Work request: Filter the entries below, keeping every line that has the word "list".

[Items from a data source]

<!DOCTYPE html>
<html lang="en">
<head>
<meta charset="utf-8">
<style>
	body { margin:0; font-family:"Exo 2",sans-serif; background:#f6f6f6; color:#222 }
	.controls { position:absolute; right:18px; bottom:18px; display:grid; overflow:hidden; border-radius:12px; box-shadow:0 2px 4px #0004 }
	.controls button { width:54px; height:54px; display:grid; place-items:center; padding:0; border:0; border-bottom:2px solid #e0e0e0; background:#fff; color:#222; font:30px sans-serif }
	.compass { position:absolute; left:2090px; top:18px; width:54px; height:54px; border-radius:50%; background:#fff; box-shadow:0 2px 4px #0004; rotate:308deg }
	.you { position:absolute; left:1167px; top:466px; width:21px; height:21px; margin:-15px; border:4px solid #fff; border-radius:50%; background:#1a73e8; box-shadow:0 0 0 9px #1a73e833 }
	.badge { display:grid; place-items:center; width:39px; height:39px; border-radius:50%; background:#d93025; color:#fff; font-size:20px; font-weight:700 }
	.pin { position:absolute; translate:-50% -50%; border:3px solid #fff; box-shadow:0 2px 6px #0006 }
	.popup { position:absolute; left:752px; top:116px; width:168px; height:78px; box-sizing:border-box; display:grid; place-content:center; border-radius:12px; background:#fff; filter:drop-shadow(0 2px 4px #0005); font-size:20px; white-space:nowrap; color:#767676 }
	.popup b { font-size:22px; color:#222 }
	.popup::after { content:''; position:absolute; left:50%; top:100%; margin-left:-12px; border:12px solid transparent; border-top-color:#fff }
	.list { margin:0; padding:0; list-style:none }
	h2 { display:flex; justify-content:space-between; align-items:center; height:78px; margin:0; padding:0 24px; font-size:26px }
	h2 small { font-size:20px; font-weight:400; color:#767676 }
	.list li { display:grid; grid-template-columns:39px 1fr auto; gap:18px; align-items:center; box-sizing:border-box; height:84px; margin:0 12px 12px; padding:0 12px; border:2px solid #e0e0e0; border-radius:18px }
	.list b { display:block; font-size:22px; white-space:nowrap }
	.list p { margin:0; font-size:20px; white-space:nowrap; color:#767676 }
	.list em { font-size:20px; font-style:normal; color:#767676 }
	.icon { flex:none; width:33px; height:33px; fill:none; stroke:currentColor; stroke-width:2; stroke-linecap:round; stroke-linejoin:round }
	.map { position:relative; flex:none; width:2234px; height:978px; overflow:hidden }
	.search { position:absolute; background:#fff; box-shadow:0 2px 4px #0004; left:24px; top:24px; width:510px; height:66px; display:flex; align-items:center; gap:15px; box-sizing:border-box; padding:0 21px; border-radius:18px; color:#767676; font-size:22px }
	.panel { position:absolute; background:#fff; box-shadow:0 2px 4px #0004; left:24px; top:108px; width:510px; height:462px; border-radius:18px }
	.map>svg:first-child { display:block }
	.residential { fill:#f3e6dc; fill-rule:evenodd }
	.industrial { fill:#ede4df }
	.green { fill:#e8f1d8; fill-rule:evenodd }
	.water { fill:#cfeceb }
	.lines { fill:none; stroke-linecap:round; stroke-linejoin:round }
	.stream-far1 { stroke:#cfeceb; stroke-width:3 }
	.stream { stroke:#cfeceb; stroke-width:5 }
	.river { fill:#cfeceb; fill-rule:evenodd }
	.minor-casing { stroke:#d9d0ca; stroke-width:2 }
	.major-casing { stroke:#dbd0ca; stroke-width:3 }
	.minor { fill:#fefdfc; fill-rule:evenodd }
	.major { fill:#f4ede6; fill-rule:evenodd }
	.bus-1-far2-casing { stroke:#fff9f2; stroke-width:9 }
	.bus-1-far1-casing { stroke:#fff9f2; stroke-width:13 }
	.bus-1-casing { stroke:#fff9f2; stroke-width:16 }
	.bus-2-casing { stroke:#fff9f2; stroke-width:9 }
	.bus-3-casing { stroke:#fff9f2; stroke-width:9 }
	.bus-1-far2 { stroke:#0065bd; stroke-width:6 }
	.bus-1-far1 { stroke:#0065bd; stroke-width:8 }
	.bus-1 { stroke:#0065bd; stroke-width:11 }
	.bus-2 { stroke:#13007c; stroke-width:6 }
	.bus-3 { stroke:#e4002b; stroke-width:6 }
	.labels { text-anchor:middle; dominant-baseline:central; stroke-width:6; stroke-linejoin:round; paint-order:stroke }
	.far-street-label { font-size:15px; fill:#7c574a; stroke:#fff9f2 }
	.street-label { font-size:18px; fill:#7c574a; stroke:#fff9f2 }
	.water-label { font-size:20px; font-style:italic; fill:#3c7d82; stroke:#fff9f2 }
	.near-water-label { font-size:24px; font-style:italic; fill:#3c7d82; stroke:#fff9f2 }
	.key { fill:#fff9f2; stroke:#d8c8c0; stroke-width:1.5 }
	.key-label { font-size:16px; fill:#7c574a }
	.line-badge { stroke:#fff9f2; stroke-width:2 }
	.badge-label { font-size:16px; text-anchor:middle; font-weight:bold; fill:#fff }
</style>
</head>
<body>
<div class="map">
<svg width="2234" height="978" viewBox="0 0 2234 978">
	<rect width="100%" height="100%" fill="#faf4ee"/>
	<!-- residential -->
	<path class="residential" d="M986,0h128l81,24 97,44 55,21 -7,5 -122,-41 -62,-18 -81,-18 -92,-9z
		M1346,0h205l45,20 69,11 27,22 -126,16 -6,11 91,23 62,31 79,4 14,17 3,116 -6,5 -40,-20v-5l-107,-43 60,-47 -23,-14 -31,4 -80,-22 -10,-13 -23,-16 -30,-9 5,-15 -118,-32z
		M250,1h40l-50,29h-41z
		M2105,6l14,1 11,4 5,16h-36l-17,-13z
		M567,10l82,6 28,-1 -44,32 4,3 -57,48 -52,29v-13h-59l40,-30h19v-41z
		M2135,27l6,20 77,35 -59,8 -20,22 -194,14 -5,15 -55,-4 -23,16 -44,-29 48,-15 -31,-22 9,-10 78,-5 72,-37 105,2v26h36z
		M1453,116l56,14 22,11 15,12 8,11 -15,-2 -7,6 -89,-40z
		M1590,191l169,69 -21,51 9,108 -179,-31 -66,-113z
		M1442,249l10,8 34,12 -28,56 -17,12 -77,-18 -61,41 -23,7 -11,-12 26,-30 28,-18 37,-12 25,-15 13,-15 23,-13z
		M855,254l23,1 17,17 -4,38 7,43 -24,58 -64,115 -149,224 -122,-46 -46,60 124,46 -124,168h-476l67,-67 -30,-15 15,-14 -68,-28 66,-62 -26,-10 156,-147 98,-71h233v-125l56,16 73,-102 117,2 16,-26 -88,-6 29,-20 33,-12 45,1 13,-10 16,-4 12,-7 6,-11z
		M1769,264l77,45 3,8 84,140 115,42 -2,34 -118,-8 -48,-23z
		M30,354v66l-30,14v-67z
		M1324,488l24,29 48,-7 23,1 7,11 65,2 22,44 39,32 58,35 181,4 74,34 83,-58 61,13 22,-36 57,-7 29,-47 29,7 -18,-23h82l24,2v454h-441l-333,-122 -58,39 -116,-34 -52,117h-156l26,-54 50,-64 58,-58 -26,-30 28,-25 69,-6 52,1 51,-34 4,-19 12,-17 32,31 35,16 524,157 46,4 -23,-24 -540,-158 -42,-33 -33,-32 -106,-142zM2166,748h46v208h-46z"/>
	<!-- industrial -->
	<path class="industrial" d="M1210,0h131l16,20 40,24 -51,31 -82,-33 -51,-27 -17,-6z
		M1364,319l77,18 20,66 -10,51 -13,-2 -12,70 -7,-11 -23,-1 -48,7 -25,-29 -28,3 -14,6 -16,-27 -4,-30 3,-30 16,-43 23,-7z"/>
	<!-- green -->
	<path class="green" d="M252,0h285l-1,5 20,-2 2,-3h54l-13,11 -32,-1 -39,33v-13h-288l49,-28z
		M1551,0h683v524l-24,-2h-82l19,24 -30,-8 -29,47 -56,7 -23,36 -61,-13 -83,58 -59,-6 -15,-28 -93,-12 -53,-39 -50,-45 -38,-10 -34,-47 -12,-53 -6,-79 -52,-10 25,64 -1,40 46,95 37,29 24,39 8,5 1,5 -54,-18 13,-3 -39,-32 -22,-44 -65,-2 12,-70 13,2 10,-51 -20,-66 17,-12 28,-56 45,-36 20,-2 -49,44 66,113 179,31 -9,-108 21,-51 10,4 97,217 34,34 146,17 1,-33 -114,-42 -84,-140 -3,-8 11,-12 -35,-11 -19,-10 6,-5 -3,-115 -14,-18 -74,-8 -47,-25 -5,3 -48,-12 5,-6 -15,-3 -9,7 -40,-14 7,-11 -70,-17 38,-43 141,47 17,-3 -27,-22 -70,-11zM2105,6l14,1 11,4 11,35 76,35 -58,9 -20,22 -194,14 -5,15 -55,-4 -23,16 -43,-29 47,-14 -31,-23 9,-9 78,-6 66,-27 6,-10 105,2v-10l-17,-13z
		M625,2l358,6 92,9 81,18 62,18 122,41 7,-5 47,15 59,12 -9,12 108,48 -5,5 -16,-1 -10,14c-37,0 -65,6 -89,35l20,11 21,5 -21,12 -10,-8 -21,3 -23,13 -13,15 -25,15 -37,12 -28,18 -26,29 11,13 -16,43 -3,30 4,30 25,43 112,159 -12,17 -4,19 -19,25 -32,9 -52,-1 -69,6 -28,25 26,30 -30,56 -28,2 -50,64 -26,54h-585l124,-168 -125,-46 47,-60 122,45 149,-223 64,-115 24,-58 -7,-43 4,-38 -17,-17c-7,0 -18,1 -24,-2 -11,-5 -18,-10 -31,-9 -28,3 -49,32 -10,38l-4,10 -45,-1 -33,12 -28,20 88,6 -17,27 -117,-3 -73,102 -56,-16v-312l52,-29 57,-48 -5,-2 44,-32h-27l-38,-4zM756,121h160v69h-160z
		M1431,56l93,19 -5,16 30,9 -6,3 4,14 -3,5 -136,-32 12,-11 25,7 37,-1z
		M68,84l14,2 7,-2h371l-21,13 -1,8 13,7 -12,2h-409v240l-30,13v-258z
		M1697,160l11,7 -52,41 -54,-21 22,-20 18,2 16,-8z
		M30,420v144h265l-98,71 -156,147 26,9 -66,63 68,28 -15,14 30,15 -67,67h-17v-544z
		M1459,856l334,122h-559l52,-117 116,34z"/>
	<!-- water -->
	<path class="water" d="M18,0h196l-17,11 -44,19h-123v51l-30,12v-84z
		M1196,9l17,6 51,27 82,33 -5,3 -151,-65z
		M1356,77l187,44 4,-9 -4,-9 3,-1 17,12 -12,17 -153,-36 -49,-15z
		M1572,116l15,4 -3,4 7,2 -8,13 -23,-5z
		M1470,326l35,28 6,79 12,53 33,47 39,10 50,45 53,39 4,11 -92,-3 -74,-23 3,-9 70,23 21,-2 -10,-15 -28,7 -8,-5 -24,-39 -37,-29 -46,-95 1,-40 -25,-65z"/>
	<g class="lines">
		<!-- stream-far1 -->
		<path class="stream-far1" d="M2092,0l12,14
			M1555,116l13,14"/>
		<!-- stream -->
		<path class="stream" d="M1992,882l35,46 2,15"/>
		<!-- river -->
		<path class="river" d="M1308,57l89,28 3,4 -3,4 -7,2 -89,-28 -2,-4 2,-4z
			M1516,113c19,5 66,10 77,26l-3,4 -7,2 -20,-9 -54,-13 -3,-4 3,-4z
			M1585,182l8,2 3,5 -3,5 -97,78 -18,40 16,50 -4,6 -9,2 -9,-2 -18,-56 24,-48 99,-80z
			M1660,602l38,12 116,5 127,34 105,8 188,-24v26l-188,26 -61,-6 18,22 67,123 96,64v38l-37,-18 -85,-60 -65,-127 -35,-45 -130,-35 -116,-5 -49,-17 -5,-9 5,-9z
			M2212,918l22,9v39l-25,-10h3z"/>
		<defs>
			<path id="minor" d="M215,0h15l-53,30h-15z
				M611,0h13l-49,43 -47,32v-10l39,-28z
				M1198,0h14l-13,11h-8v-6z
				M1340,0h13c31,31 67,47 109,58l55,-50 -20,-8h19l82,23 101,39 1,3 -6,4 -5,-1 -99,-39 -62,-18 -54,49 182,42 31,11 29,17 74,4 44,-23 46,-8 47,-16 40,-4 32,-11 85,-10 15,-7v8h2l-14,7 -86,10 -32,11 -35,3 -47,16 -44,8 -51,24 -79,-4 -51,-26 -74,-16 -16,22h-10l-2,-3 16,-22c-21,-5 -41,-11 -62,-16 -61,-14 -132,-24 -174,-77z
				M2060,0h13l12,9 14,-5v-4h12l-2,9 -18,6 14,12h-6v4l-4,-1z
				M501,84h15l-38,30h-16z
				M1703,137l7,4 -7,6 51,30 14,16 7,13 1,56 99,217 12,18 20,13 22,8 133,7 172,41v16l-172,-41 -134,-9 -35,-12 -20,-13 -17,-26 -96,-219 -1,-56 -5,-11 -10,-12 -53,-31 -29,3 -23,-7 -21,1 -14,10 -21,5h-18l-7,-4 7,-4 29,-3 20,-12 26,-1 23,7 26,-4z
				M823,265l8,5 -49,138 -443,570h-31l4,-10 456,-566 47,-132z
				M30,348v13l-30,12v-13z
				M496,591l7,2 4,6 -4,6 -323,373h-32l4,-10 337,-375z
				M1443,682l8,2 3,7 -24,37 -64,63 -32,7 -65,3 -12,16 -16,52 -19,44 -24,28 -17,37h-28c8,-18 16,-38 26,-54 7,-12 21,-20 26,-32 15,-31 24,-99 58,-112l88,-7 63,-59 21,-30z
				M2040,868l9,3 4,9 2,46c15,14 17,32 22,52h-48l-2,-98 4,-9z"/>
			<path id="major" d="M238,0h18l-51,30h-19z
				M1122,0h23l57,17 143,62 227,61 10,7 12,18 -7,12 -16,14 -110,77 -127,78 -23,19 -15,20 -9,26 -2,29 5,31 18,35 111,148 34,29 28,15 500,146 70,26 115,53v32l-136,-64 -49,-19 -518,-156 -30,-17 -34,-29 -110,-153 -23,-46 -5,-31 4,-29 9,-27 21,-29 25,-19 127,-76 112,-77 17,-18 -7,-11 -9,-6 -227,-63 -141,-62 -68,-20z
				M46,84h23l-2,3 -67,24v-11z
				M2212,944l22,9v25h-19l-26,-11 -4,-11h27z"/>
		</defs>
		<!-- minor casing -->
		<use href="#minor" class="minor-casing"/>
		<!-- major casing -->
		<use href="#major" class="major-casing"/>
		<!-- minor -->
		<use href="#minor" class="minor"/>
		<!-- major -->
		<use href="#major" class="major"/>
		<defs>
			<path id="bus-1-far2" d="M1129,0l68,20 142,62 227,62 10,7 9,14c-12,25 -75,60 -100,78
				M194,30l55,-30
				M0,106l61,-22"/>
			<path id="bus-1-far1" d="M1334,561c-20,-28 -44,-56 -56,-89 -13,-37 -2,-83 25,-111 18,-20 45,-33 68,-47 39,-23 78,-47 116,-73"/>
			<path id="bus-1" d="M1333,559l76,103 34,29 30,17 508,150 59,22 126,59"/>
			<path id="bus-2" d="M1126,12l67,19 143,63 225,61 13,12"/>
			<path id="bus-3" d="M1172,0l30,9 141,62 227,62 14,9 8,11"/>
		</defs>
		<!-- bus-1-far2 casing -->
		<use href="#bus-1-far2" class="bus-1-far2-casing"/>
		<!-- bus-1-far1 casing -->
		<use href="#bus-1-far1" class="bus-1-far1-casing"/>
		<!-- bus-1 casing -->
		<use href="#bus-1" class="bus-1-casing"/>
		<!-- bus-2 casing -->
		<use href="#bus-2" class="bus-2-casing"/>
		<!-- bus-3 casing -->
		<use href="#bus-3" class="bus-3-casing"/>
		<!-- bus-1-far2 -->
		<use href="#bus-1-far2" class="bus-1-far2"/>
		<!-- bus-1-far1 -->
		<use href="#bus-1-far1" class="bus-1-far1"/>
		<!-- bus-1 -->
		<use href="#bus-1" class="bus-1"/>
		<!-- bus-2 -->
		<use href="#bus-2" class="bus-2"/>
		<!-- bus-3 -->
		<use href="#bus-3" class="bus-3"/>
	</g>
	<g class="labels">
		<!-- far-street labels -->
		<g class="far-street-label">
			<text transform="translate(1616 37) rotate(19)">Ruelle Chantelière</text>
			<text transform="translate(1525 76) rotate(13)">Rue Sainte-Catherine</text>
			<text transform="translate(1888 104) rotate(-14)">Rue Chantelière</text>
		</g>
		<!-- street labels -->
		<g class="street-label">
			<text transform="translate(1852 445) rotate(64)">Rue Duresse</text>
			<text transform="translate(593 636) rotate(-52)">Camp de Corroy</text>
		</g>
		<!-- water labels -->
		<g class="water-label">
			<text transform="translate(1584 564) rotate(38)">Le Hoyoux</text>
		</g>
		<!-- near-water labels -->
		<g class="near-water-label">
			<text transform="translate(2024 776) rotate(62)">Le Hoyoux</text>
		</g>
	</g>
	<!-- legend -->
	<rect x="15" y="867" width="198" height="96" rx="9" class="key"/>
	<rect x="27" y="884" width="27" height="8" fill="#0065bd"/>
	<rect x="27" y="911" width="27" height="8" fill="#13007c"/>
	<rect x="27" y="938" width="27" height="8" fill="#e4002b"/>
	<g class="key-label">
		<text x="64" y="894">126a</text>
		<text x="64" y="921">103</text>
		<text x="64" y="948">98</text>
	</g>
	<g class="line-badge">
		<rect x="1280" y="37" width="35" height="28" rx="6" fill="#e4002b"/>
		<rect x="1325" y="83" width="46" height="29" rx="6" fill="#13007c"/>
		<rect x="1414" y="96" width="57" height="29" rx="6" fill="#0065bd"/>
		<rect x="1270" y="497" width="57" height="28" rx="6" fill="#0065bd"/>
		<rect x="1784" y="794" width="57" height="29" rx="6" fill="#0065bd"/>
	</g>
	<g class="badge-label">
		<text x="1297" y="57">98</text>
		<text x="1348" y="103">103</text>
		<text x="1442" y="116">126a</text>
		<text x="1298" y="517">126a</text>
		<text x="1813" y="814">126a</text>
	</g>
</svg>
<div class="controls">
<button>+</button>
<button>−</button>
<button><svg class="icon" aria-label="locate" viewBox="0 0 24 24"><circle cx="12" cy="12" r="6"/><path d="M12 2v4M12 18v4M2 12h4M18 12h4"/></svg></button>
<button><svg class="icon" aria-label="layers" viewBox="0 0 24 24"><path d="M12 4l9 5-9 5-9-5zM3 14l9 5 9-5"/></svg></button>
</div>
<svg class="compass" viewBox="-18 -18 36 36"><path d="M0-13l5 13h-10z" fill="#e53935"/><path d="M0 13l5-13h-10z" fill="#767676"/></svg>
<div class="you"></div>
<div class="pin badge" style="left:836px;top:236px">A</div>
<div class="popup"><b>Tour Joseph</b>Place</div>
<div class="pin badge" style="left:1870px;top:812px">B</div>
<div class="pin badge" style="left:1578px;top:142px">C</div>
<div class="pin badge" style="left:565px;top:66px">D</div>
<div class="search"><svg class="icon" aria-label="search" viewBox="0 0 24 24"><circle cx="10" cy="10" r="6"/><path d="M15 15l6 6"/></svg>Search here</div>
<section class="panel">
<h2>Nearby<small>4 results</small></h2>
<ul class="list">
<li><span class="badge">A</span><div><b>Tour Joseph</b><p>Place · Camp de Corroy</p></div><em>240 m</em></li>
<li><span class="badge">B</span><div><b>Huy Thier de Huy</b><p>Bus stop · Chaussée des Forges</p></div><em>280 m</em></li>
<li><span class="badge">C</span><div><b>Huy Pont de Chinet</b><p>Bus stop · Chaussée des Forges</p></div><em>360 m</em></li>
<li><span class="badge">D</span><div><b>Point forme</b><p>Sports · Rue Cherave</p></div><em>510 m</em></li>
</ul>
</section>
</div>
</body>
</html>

Answer to this exercise:
	.list { margin:0; padding:0; list-style:none }
	.list li { display:grid; grid-template-columns:39px 1fr auto; gap:18px; align-items:center; box-sizing:border-box; height:84px; margin:0 12px 12px; padding:0 12px; border:2px solid #e0e0e0; border-radius:18px }
	.list b { display:block; font-size:22px; white-space:nowrap }
	.list p { margin:0; font-size:20px; white-space:nowrap; color:#767676 }
	.list em { font-size:20px; font-style:normal; color:#767676 }
<ul class="list">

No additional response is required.